The Room Service section also brings the return of the prolific Takashi Miike with his reportedly 104th film. Premiered at the Directors’ Fortnight in Cannes, “First Love” blends drugs, blood, gore, romance and dark humour, and marks the return to the hyperbolic style that made him a festival favourite. In the Doc Terror section, the first title announced is “Scream, Queen! My Nightmare on Elm Street”, an account of Mark Patton’s role as the first male Scream Queen in “A Nightmare on Elm Street 2: Freddy’s Revenge”, now considered an LGBT cult classic.
 
And since horror movies are a place of freedom and risk, in 2020 MOTELX presents for the first time a programme of Experimental Shorts, dedicated to alternative narratives that use revolutionary techniques to create otherworldly nightmares.

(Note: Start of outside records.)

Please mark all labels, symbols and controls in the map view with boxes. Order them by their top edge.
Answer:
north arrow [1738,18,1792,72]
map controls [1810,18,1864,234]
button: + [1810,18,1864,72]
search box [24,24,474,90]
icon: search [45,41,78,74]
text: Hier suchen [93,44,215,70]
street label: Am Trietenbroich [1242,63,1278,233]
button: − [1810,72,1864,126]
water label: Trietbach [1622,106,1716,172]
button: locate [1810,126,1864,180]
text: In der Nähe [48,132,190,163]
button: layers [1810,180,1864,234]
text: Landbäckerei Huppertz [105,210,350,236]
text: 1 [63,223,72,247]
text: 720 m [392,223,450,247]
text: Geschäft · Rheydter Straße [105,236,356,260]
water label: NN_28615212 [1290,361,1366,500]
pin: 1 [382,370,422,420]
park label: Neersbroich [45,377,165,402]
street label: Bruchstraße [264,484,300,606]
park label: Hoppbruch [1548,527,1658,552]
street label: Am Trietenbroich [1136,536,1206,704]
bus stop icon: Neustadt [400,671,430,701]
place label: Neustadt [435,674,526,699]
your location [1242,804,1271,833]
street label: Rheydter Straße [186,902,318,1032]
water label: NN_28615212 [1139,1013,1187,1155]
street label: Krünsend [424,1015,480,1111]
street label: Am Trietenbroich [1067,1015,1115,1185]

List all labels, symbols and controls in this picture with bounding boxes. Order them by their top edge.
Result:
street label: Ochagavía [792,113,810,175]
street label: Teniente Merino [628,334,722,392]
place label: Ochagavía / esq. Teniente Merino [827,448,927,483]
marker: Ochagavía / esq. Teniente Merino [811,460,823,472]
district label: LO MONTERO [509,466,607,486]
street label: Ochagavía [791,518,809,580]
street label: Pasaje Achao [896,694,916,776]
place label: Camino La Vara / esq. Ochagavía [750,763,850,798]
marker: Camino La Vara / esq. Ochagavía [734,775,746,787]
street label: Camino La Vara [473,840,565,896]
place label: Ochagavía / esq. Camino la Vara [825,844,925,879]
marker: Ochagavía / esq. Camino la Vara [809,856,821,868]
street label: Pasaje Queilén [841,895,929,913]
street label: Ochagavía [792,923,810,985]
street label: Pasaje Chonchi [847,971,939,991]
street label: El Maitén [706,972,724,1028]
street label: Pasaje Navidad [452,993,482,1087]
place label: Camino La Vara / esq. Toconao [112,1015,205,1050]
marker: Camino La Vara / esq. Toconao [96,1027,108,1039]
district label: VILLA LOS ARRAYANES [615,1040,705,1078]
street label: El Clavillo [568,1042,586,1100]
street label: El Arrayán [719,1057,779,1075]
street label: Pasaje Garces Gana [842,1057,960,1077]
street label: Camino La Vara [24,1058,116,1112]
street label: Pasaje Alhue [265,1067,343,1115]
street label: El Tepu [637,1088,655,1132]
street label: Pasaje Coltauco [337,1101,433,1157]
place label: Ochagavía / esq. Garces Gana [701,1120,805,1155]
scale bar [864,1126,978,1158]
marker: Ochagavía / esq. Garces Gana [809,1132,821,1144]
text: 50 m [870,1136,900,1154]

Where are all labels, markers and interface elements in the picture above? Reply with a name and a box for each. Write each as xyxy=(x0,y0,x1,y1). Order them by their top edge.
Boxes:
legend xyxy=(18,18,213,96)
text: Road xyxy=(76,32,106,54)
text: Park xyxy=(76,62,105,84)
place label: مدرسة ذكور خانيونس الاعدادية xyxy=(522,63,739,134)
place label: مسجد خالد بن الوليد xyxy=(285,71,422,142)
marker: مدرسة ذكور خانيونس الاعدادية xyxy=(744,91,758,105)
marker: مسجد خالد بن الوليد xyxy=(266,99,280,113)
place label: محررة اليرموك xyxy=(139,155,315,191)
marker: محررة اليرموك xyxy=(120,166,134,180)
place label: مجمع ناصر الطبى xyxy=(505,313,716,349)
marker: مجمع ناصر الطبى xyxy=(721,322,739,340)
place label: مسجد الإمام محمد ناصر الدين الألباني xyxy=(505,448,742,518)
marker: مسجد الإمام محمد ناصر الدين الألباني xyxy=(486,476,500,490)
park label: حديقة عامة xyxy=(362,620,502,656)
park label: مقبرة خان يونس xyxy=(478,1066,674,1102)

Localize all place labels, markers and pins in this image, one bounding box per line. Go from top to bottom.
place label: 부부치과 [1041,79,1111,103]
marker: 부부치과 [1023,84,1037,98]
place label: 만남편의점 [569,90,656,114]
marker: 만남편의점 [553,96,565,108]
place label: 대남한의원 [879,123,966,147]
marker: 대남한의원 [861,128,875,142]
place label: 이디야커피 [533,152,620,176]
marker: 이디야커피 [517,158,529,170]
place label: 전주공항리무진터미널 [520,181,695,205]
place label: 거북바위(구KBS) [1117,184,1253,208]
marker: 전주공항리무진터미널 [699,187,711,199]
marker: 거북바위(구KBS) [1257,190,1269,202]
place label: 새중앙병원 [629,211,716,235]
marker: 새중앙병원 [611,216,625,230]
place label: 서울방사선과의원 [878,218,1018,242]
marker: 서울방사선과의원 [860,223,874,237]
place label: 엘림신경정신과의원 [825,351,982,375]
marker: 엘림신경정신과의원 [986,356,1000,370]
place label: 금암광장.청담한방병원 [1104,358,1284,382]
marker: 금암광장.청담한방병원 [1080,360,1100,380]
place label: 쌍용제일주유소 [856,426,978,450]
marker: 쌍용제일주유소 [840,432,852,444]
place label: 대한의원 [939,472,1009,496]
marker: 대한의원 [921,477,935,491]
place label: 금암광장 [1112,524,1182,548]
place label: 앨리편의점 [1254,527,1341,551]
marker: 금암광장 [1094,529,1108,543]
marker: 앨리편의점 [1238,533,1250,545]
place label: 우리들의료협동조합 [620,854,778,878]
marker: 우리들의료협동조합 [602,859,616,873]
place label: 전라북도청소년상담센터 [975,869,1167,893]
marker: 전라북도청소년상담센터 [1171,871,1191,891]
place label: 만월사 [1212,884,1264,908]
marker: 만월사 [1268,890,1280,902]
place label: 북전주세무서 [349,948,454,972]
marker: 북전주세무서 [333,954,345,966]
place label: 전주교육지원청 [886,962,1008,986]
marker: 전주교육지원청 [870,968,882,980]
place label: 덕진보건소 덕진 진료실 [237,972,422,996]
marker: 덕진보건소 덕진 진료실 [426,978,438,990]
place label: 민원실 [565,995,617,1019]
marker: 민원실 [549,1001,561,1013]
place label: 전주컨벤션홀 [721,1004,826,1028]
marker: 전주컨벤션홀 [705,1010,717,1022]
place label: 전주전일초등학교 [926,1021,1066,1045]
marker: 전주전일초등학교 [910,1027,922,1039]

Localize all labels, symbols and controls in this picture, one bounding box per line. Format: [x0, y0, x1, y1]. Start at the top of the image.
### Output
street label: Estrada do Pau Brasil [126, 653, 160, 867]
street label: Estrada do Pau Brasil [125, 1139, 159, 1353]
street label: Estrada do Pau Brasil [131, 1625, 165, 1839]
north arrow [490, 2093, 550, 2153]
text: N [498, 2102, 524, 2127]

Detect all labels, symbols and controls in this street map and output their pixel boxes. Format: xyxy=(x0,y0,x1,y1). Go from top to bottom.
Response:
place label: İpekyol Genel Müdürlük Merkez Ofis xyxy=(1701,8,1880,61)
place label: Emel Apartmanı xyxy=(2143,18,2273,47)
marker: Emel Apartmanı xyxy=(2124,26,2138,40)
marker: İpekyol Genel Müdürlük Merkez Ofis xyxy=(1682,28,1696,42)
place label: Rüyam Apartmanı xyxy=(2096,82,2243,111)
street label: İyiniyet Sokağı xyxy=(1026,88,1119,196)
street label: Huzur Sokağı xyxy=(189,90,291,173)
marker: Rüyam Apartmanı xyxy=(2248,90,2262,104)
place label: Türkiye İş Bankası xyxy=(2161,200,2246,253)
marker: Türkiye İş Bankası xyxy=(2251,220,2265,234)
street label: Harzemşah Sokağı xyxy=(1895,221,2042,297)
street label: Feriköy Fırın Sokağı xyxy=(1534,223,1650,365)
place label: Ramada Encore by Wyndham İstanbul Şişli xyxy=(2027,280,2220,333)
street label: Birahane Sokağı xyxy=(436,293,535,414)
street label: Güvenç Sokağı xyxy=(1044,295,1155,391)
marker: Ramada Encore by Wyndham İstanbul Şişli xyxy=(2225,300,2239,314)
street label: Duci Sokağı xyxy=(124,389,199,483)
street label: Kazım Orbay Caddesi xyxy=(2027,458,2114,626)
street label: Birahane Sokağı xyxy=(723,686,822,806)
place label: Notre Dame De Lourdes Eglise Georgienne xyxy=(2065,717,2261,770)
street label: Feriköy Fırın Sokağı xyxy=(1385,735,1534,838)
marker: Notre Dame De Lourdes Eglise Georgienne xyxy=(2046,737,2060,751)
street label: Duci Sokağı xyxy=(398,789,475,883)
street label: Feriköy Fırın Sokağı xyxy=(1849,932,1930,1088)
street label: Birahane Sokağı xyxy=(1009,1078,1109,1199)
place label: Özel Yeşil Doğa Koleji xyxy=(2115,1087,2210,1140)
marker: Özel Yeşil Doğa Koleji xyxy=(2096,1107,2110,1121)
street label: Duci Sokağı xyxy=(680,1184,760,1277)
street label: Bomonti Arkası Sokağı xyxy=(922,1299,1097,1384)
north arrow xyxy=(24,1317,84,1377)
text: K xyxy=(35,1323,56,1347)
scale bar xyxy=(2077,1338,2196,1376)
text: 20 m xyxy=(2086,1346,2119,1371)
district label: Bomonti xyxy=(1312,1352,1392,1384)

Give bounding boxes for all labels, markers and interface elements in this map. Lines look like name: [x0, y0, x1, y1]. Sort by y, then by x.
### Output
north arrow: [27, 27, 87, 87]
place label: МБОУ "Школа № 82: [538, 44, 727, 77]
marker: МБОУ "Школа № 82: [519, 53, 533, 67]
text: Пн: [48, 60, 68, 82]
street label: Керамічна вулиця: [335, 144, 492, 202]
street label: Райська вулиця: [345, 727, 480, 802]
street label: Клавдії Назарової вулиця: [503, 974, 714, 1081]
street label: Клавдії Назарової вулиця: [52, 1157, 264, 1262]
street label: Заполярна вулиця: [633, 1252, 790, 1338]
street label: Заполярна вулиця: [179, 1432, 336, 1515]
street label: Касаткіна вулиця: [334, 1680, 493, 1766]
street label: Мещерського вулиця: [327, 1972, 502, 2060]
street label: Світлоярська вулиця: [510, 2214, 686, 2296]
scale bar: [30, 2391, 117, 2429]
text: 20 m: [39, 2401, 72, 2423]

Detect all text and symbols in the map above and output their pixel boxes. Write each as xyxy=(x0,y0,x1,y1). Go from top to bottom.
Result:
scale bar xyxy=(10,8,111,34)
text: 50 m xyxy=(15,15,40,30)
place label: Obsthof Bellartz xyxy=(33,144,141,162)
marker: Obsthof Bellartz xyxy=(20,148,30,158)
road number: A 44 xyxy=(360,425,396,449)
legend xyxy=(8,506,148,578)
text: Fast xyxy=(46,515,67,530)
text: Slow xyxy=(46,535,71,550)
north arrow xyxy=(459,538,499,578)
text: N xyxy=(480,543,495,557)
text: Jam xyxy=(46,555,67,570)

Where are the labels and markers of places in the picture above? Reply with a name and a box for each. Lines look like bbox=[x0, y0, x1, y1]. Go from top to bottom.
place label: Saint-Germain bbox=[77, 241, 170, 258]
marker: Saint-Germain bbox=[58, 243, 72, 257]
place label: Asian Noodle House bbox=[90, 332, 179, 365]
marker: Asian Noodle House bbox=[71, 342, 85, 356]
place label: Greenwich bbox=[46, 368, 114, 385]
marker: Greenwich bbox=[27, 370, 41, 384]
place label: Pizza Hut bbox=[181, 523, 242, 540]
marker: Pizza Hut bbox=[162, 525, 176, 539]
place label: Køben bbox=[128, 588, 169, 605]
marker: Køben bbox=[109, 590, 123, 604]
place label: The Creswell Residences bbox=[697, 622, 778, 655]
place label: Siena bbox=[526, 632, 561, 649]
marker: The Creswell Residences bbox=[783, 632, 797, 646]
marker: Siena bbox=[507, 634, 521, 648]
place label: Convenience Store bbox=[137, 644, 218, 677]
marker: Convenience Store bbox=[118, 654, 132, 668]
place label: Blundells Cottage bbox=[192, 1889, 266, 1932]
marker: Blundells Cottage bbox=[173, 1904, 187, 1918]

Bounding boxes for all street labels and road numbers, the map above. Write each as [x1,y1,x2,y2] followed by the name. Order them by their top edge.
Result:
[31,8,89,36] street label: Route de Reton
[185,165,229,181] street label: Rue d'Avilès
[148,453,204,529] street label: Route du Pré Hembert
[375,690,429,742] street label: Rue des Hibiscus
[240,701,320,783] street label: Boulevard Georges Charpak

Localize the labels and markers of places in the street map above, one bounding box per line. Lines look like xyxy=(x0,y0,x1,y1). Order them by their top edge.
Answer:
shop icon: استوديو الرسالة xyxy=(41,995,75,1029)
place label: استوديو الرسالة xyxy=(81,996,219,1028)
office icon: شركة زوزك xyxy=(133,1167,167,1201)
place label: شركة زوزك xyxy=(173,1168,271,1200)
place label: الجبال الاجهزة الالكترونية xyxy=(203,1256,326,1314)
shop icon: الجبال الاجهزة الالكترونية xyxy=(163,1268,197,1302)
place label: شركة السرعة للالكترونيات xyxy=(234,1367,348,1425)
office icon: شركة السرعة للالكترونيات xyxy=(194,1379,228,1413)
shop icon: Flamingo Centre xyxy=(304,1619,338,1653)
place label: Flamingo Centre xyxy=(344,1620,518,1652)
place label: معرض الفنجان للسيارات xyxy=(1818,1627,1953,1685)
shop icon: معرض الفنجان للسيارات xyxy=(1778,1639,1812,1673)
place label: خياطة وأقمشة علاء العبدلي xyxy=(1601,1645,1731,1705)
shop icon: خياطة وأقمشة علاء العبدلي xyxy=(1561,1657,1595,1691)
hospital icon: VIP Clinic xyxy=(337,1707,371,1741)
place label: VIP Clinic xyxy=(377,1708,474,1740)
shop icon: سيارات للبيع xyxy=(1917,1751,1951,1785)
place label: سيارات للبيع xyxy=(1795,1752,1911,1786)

In the domain of more traditional fiction, 20 shorts make up this year selection of International Shorts, which continues to showcase projects in subgenres as varied as sci-fi, period drama and satire.
 
The competitive sections of MOTELX also make a return. The MOTELX Award for Best Portuguese Horror Short Film/Méliès d’Argent continues to encourage the national production of genre cinema with the biggest monetary prize awarded to short films in Portugal, €5,000, and a nomination to the Méliès International Festivals Federation’s Méliès d’Or. In light of the disruption caused by the current pandemic, this year the deadline for submissions has been extended to 2 August. Finalists will be announced next month, as will the films selected for the MOTELX Award for Best European Feature/ Méliès d’Argent and many other Festival highlights. 
 
Warm-Up Events
 
After an unforgettable midnight visit to Portugal’s Ancient Art Museum in 2019, MOTELX once again delivers unique and improbable artistic encounters during the Warm-Up weekend that precedes the Festival, bringing together major names of the Portuguese arts in three open-air events with free entrance.
 
On 3 September, the Convent of São Pedro de Alcântara hosts “The Woman Without a Head”, a concert performance inspired by a text by Gonçalo M. Tavares, voiced by MC Papillon and with live illustrations by António Jorge Gonçalves. The following evening, Espaço Brotéria hosts a staged dinner based on Fernando Pessoa’s “A Very Original Dinner”, a work by the great Portuguese poet that is largely unknown by the public. The project will recreate Pessoa’s darkest side and will have the artistic supervision of acclaimed actor Albano Jerónimo, with staging by young students Matilde Carvalho and Rita Poças. The popular open-air screening at Largo Trindade Coelho will bring MOTELX’s Warm-Up to a close on 5 September (film to be announced shortly).